Reproduce the lines below from the one that contains "Extract the structured" through the end, inclusive, and add nothing.
--- Source material ---
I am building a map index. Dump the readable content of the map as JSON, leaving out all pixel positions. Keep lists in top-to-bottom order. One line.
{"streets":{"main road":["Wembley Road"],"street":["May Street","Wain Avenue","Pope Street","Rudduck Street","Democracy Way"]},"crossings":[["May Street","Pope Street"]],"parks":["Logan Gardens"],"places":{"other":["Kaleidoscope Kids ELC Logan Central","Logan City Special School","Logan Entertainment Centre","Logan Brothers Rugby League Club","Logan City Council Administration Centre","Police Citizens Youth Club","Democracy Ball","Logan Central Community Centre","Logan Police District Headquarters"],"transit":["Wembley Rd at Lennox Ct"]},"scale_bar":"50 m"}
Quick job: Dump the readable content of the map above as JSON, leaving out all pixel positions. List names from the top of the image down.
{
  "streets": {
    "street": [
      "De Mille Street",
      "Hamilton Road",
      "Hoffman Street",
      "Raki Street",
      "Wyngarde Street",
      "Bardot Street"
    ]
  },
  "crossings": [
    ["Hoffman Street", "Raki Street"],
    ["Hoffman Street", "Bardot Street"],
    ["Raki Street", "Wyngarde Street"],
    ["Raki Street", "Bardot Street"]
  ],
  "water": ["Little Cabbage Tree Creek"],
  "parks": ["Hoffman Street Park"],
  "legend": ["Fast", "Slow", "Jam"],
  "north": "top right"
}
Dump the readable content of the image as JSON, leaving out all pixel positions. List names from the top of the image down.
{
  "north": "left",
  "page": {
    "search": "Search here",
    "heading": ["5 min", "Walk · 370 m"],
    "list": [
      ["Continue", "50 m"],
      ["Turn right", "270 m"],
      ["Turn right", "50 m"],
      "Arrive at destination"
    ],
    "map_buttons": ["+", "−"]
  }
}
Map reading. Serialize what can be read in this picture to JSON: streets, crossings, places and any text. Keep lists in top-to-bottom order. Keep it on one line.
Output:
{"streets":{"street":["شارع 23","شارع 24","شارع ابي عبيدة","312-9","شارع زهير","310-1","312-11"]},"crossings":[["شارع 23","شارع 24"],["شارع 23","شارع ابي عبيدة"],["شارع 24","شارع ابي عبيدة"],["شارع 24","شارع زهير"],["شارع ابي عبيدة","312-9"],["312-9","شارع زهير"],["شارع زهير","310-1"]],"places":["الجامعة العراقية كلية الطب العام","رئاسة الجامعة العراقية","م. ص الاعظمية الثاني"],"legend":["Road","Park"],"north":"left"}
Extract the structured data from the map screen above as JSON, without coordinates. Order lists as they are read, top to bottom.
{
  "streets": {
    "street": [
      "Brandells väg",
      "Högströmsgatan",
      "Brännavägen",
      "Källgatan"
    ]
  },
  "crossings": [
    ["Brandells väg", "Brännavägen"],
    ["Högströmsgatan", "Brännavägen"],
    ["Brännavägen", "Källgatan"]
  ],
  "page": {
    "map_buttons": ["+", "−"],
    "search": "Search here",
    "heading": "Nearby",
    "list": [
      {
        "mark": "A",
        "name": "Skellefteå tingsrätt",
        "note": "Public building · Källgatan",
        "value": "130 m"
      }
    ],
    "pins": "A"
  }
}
---
* **Result of the exercise**:
Extract the structured data from the map screen above as JSON, without coordinates. Order lists as they are read, top to bottom.
{
  "streets": {
    "street": [
      "Brandells väg",
      "Högströmsgatan",
      "Brännavägen",
      "Källgatan"
    ]
  },
  "crossings": [
    ["Brandells väg", "Brännavägen"],
    ["Högströmsgatan", "Brännavägen"],
    ["Brännavägen", "Källgatan"]
  ],
  "page": {
    "map_buttons": ["+", "−"],
    "search": "Search here",
    "heading": "Nearby",
    "list": [
      {
        "mark": "A",
        "name": "Skellefteå tingsrätt",
        "note": "Public building · Källgatan",
        "value": "130 m"
      }
    ],
    "pins": "A"
  }
}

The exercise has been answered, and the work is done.